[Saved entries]
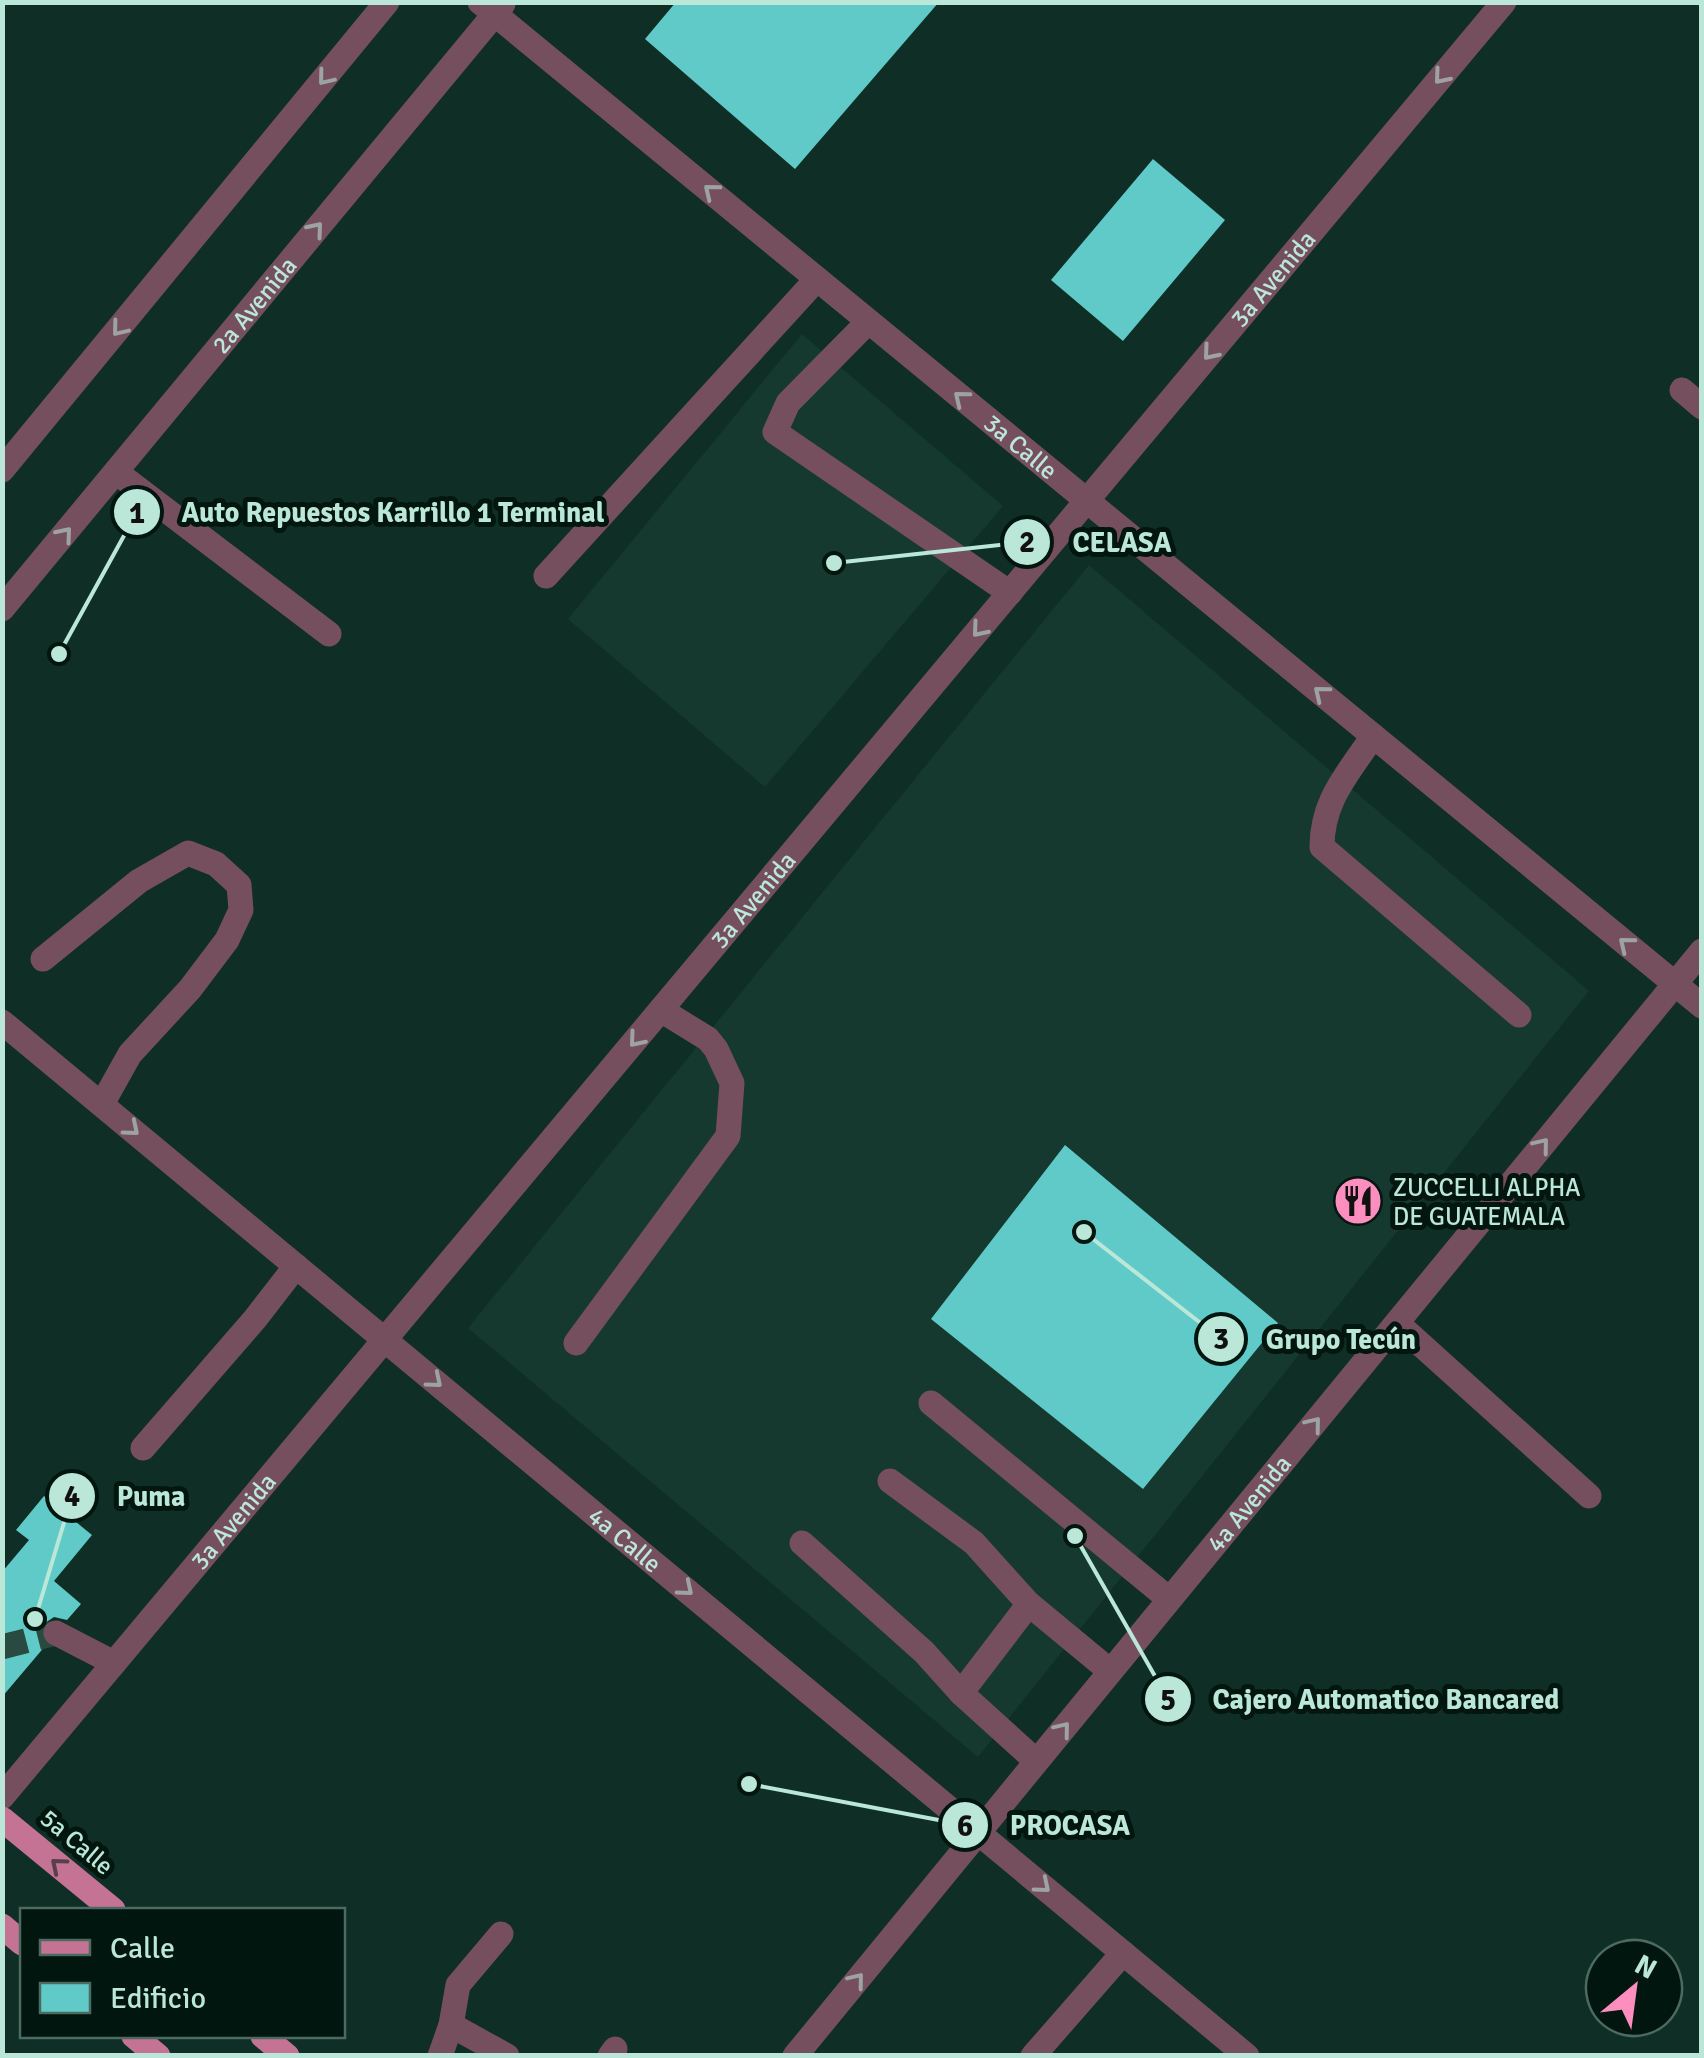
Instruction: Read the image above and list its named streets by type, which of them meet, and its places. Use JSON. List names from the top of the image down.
{
  "streets": {
    "main road": ["5a Calle"],
    "street": [
      "3a Avenida",
      "2a Avenida",
      "3a Calle",
      "4a Avenida",
      "4a Calle"
    ]
  },
  "crossings": [
    ["3a Avenida", "3a Calle"],
    ["3a Avenida", "4a Calle"],
    ["2a Avenida", "3a Calle"],
    ["3a Calle", "4a Avenida"],
    ["4a Avenida", "4a Calle"]
  ],
  "one_way": [
    "3a Avenida",
    "3a Calle",
    "4a Avenida",
    "5a Calle"
  ],
  "places": {
    "other": [
      "CELASA",
      "Auto Repuestos Karrillo 1 Terminal",
      "Grupo Tecún",
      "Cajero Automatico Bancared",
      "Puma",
      "PROCASA"
    ],
    "restaurant": ["ZUCCELLI ALPHA DE GUATEMALA"]
  },
  "legend": ["Calle", "Edificio"],
  "north": "top right"
}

▶ [Assignment]
Without the pictures, give back every record precisely as shown.

▶ [Your response]
Instruction: Read the image above and list its named streets by type, which of them meet, and its places. Use JSON. List names from the top of the image down.
{
  "streets": {
    "main road": ["5a Calle"],
    "street": [
      "3a Avenida",
      "2a Avenida",
      "3a Calle",
      "4a Avenida",
      "4a Calle"
    ]
  },
  "crossings": [
    ["3a Avenida", "3a Calle"],
    ["3a Avenida", "4a Calle"],
    ["2a Avenida", "3a Calle"],
    ["3a Calle", "4a Avenida"],
    ["4a Avenida", "4a Calle"]
  ],
  "one_way": [
    "3a Avenida",
    "3a Calle",
    "4a Avenida",
    "5a Calle"
  ],
  "places": {
    "other": [
      "CELASA",
      "Auto Repuestos Karrillo 1 Terminal",
      "Grupo Tecún",
      "Cajero Automatico Bancared",
      "Puma",
      "PROCASA"
    ],
    "restaurant": ["ZUCCELLI ALPHA DE GUATEMALA"]
  },
  "legend": ["Calle", "Edificio"],
  "north": "top right"
}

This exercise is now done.